Friday, January 14, 2005

Re: Did Microsoft lose the API war ?


Any of you used Google's Desktop search.

I haven't downloaded it (yet) because first, I don't have so much stuff that I can't find it using Explorer and second, I read some bad reviews about it - mostly having to do with making your system slow to a crawl.


My system hasn't begun crawling till now. Creation of the first index does take some time. In any case give it a shot. You will definitely find more stuff than you ever wanted. And its fun to try some 'delicate' keywords. (single quotes as I have been writing SQL queries of late!!). You can always uninstall the app later.


Are you sure Google is starting a local web server? Why would they need
to?


See this screenshot of Google Desktop in action. Notice the address bar. Thats what
tells me a local web server is started on port 4664. Also since results are shown in a web browser, html has to be puked from somewhere. Any of you guys have other info/ideas?

Talking about web servers check this


Microsoft threw everything they could at IE. And I'm not talking about UI or security etc..., I'm talking about support for DHTML, CSS, (X)DOM, XML, XSL within the browser. Plus they introduced Iframes, DHTML behaviors, XML data islands and XMLHttpRequest in IE 5.


Mohn mentioned a whole plethora of protocols enabled in IE. How many are supported my major browsers, and how many are standards. Coz co's will not use IE only functionality within their sites/web-apps (hopefully not in the next gen apps).

Do any of you know how Gmail works internally? We had this prof who told us a bit. Like server farms are maintained. And each email is saved in three locations on diff servers. Mohn - You think Gmail uses DHtml? Tried to analyse the source? Any info on the working of Google actually?


I dunno what the current numbers are but a couple years back, Windows and Office made something like 60-70% of their revenue. The other businesses weren't doing very well.


Any idea on the gaming front? MS is releasing a new XNA platform or something that unifies dev. Dinesh could probably provide loads of info on this. And other game dev stuff.


Plus, I think Apple is making a huge mistake (same that they made with their computer business), in only being compatible with their AAC format. You have to convert everything to AAC. Why would you want to when others can play them?


Dinesh has an iPod Mini. You can dump mp3 songs (read illegally dloaded) onto it. I am not sure if they are converted to AAC on the way. Don't think so coz the transfer was really really fast. As fast as it seems possible in Usb 2.0. Never tried retrieving the mp3's back again. Maybe iTunes songs are in AAC format.

Apple released some cool products recently. The mini Mac and iPod shuffle. Sure would want to own some apple product some day.(read apple.com product not juice)

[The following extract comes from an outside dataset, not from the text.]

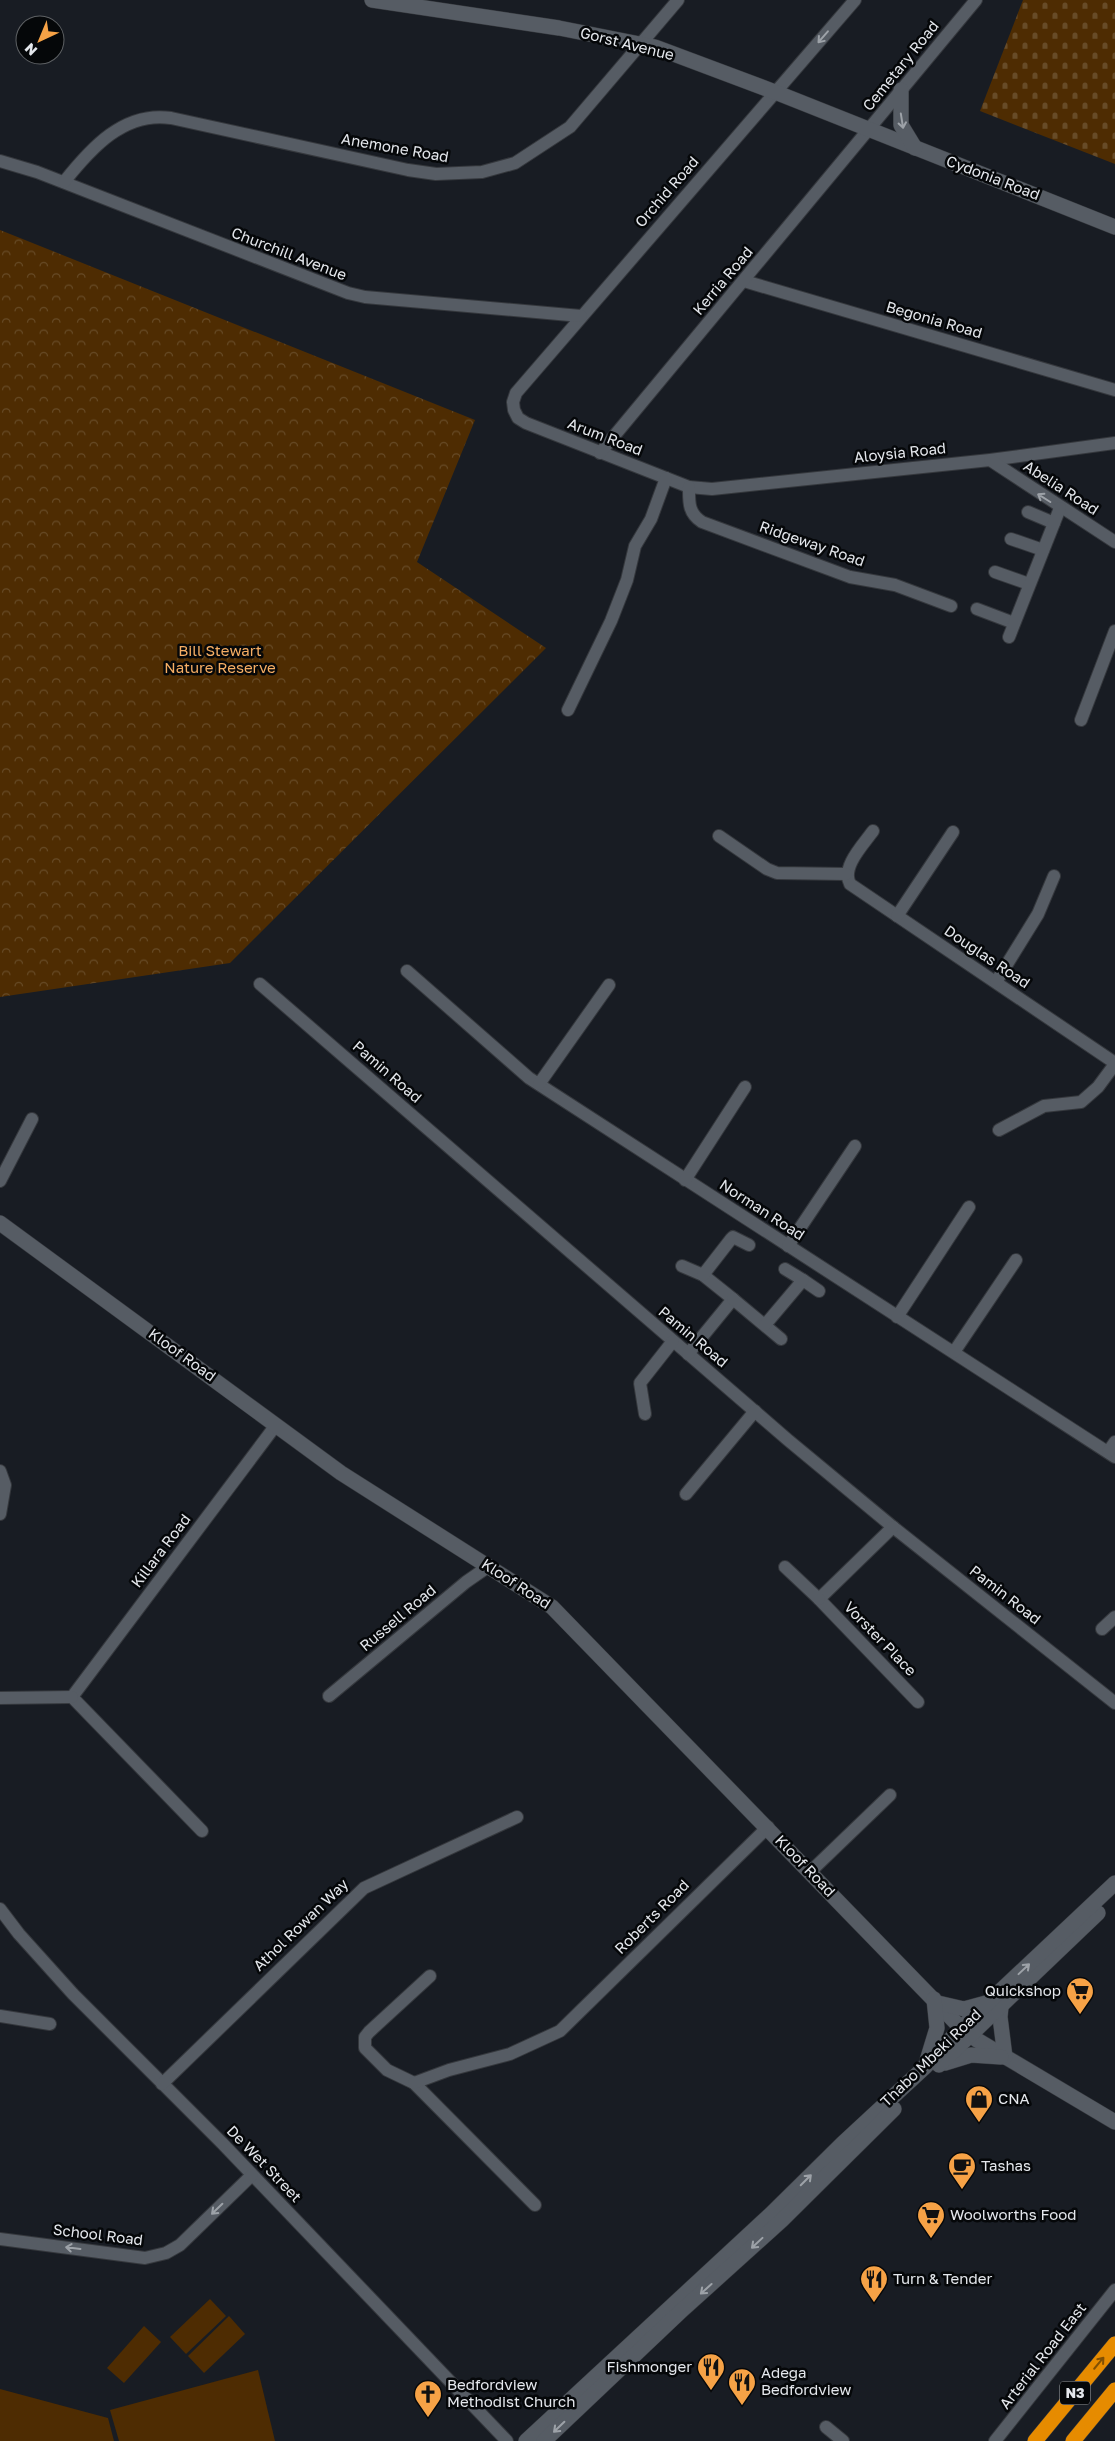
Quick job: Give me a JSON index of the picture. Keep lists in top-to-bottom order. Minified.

I would actually say that MS is not that big with kids


Actually just overall exposure to the OS by using it is a good starter. Many co's/products just do not get noticed by the public eyes.


What I was confused about was backward compatibility vs forward compatibility. With generics I think Java is trying to accomplish this.

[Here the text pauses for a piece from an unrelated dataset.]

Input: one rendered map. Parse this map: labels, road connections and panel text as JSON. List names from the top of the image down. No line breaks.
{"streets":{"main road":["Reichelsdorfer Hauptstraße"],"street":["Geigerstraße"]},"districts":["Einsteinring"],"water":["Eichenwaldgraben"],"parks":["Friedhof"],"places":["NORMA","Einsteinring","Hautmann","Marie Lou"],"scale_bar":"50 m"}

I think as discussed earlier, by forward compatibilty they mean that no new bytecodes were added to the language. The syntax has changed, but it is optional in Java 5.0 and is just a wrapper for doing the old things in a new way. The core language remains same. Had they added Generics without erasure, there would have been a break in compatibility. There is no way in which I can run 5.0 code on a <5.0 VM as the lib's will simply not be present.


Java 5.0 has made up a lot of ground


One problem is how long will co's take to adopt the newer version. One article mentioned that co's wait around 2 years. (I'll provide a link when net is ON).


The one place maybe that they are lacking is ASP.NET like functionality. It seems they haven't come out with anything to counter that. Any work going on towards that?


Which features of ASP.NET? Lots of dev stuff is going on with Jsp and related web tech in Java. Some advanced UI rendering libs are being built like Jsf though I am not sure thats a good defn. But by itself the Web Platform is very mature with loads of really advanced features. If I am right ASP was a joke comparatively.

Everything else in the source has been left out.